Weiter zum Inhalt

Voodoo-Fußball

Die interessanteste These des Buches „The Numbers Game. Why Everything You Know About Soccer Is Wrong” von Chris Anderson und David Sally ist die These vom erreichten Gleichgewicht des Top-Level-Fußballs. Die Gleichgewichtsthese basiert auf der Beobachtung, dass der Tordurchschnitt im englischen Spitzenfußball über die letzten beiden Jahrzehnte relativ stabil bei ca. 2,6 Toren pro Spiel lag. Seit Einführung der First Division im Jahre 1888 fiel er von anfangs 4,0 bis 4,5 Tore pro Spiel sukzessive auf das heutige Niveau ab. Auch Strukturbrüche wie die Einführung der Abseitsregel, Weltkriege oder die Umstellung auf die Drei-Punkte-Regel hatten offenbar keinen nachhaltigen Einfluss auf die Entwicklung. Anderson und Sally sehen diesen Trend bis 2012 fortgeschrieben und auf die anderen Ton angebenden Ligen in Deutschland, Italien und Spanien ausgedehnt. Große Unterschiede scheinen beim Tordurchschnitt nicht mehr feststellbar. Ceteris paribus werden auf absehbare Zeit durchschnittlich 2,5 bis 3,0 Tore pro Spiel in einer Saison fallen.

Wie kann das sein?

Natürlich geht es um den Ausgleich zwischen gegenläufigen Bestrebungen: „offensive innovation“ und „defensive technology“, wie Anderson und Sally es nennen. Die Gleichgewichtsthese behauptet eigentlich, dass sich offensives und defensives Spiel in einem dynamischen Gleichgewicht befinden. Die Spielstile der Mannschaften können sich unterscheiden, aber die Gegenstile sind auch schon eingespielt. Das Gleichgewicht wird durch die Systeme eingestellt. Ich mag diese These schon lange.
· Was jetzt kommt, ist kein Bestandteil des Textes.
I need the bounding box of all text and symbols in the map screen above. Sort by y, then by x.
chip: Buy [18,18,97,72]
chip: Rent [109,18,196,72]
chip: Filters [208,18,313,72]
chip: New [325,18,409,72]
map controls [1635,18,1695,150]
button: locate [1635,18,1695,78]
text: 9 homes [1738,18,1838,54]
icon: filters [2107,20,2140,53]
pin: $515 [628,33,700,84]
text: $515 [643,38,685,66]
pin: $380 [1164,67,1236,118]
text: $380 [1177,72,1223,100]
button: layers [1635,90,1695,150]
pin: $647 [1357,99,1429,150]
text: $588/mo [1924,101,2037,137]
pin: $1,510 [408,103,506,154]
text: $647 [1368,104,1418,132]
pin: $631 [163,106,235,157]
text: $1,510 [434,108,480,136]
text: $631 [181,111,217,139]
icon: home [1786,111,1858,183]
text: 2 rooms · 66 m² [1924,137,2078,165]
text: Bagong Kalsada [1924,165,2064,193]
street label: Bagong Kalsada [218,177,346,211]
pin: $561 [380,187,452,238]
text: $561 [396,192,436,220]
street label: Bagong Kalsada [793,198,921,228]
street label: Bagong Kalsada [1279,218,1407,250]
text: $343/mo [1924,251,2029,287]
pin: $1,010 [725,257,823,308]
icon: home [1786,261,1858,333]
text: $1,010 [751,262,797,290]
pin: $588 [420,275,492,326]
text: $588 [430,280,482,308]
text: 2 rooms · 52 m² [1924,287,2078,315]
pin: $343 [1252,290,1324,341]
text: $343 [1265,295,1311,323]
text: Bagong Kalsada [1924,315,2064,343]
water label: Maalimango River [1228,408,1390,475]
Aber wieso gerade 2,6 Tore pro Spiel?

Vermutlich handelt es sich bei diesem Wert um keine Charakteristik des Fußballspiels, sondern um eine Charakteristik des Wettbewerbs. Ich halte die ungefähr 2,6 Tore pro Spiel für spezifisch für den europäischen Wettbewerbsraum (damit ist gemeint: die Menge der höchsten Spielklassen der bei der UEFA akkreditierten Verbände und die Clubwettbewerbe der UEFA) und dennoch für einen zufälligen Wert. Denn in den Wert gehen nicht nur fußballimmanente Athletik-, Technik- und Taktikparameter ein, sondern auch Erwartungshaltungen hinsichtlich Erfolg versprechenden Spiels im Wettbewerbshorizont. Das Netz dieser Erwartungen und der erwarteten Erwartungen bestimmt das quantitative Niveau. Kann diese These mit Empirie unterfüttert werden?
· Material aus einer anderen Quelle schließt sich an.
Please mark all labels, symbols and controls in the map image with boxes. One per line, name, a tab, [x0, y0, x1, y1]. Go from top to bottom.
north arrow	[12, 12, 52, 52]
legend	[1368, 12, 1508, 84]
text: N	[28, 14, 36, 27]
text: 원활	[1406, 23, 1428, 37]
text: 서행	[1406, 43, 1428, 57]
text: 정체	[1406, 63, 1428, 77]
An die Erwartungen ist so einfach nicht heranzukommen. Aber es ist möglich weitere, homogene Wettbewerbsräume zu identifizieren, die einen deutlich abweichenden Tore-pro-Spiel-Schnitt zeigen. Nicht ganz überraschend spielt der afrikanische Fußball eine wichtige Rolle.

Öffnen wir das Feld.

Ich habe mir alle Ergebnisse für die in den Jahren 2007-2012 begonnenen (und spätestens 2013 abgeschlossenen) Spielzeiten der obersten Spielklassen aller Verbände der Welt betrachtet. Ab 2007 gibt es dafür eine einigermaßen gute Datenabdeckung bei Soccerway oder der RSSSF. Eingeflossen sind in die Wertung nur reguläre Ligen von mindestens 8 Mannschaften und einer gespielten Doppelrunde, also mindestens 14 Punktspiele pro Team und Saison. Anschließende Playoffs mit Pokalcharakter fanden keine Berücksichtigung. Alle Mannschaften einer Liga haben somit in einer Saison im Prinzip die gleiche Anzahl an Spielen absolviert. In die Wertung gekommen sind auf diese Weise datenbereinigt in 194 Ligen bis zu 6 Spielzeiten pro Liga mit insgesamt 190.674 Spielen und 491.311 Toren. Der sich ergebende Torschnitt von 2,58 Toren pro Spiel entspricht ziemlich genau dem europäischen Torschnitt im Gleichgewicht. Doch Ende der Geschichte?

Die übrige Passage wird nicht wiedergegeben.